Reproduce the whole listing, keeping each line as it is.
--- SUPPLIED DATA Enclosed Below ---
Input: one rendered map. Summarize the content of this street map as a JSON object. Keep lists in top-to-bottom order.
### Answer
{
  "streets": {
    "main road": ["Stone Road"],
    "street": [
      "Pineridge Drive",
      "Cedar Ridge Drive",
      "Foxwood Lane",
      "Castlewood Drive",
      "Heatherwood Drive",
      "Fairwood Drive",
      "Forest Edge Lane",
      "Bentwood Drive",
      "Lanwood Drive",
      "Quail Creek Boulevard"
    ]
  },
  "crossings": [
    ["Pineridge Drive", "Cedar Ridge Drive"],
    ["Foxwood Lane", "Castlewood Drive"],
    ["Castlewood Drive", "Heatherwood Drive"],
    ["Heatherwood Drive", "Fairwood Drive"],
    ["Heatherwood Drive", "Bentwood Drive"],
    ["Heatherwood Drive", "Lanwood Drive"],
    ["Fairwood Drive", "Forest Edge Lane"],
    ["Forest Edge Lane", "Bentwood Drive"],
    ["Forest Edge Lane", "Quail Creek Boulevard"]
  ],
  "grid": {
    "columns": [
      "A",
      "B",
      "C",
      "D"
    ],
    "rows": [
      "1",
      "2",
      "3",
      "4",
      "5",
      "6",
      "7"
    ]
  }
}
--- End of Enclosed SUPPLIED DATA ---
# TASK ANSWER
Input: one rendered map. Summarize the content of this street map as a JSON object. Keep lists in top-to-bottom order.
### Answer
{
  "streets": {
    "main road": ["Stone Road"],
    "street": [
      "Pineridge Drive",
      "Cedar Ridge Drive",
      "Foxwood Lane",
      "Castlewood Drive",
      "Heatherwood Drive",
      "Fairwood Drive",
      "Forest Edge Lane",
      "Bentwood Drive",
      "Lanwood Drive",
      "Quail Creek Boulevard"
    ]
  },
  "crossings": [
    ["Pineridge Drive", "Cedar Ridge Drive"],
    ["Foxwood Lane", "Castlewood Drive"],
    ["Castlewood Drive", "Heatherwood Drive"],
    ["Heatherwood Drive", "Fairwood Drive"],
    ["Heatherwood Drive", "Bentwood Drive"],
    ["Heatherwood Drive", "Lanwood Drive"],
    ["Fairwood Drive", "Forest Edge Lane"],
    ["Forest Edge Lane", "Bentwood Drive"],
    ["Forest Edge Lane", "Quail Creek Boulevard"]
  ],
  "grid": {
    "columns": [
      "A",
      "B",
      "C",
      "D"
    ],
    "rows": [
      "1",
      "2",
      "3",
      "4",
      "5",
      "6",
      "7"
    ]
  }
}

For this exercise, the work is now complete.